THE ROCKS REDISCOVERED: FIELD GEOLOGY AND THE HYDROGEOLOGIST


SIEGEL, Donald I., Department of Earth Sciences, Syracuse Univ, 204 Heroy Geology Laboratory, Syracuse, NY 13244-1070 and BAUER, Robert, Geological Sciences, Univ of Missouri, 101 Geology Building, Columbia, MO 65211, disiegel@syr.edu

Many geology students will work as hydrogeologists, and geology field camps are introducing hydrogeology segments into their curriculums. At the Branson Geology Field Camp we teach hydrogeology squarely within the context of the fundamental geologic field experience: mapping and interpreting structure and stratigraphy. Some hydrogeologists ask, “Who maps surface geology anymore?”. The answer comes from rediscovering "rocks", the root of the science. How can hydrogeologists make reasonable sense of scant subsurface data if they have never seen geologic relationships in the field?

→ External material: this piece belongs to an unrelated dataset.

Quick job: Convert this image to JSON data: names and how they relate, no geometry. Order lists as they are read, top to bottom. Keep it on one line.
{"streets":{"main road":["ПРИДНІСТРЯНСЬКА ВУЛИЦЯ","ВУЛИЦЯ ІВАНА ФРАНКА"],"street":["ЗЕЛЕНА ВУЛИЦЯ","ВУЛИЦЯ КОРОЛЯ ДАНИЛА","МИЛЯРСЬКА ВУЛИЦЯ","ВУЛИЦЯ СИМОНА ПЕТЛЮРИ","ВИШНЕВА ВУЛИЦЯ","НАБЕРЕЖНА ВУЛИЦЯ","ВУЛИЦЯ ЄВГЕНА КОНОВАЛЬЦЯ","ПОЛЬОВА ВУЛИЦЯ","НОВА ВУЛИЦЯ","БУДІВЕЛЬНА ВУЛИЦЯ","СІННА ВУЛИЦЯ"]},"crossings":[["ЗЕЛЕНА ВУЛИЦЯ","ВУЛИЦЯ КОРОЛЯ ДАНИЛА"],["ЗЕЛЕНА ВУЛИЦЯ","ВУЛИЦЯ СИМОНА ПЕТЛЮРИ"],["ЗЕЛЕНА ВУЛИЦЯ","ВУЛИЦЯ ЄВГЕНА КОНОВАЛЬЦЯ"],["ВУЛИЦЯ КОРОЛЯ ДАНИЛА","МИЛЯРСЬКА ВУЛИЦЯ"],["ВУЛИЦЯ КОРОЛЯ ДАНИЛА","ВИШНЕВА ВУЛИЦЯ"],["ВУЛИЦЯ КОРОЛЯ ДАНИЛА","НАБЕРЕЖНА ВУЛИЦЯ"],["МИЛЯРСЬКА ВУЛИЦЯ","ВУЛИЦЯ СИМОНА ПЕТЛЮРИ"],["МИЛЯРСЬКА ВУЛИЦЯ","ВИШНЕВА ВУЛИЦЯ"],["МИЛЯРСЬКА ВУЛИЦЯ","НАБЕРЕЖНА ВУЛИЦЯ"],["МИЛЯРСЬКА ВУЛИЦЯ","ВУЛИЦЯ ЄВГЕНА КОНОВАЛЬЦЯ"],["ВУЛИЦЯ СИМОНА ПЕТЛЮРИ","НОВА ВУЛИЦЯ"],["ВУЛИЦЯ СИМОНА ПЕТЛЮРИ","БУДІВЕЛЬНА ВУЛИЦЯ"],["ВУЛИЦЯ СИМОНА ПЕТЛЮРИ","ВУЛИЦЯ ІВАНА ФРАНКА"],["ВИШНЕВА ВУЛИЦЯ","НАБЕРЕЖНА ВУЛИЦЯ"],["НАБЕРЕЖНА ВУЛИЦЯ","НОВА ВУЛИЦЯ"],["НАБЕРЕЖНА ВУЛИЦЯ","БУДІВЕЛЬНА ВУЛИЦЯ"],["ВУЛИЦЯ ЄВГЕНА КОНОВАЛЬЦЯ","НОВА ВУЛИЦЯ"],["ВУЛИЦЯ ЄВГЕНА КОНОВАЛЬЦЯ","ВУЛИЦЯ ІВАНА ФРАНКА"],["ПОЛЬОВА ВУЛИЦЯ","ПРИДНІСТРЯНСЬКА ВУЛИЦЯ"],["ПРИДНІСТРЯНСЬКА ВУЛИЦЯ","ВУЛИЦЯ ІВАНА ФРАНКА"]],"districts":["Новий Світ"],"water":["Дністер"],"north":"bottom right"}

Analogous to learning languages, total immersion is the best way to learn geology, rather than from a mélange of disparate classroom field experiences. Summer geology field camp students live geology for six weeks, touring, mapping, drawing cross-sections, and seeing geologic relationships in an unparalleled way. By doing this, they develop a lifetime mental database of geological images without which geological clarity is hard to achieve.

Not seeing sufficient geology in the educational process results in hydrogeologic errors of judgment in the workplace. The root of “hydrogeology” is geology, and understanding geology in the field remains, despite technological advances, the root of the hydrogeology profession.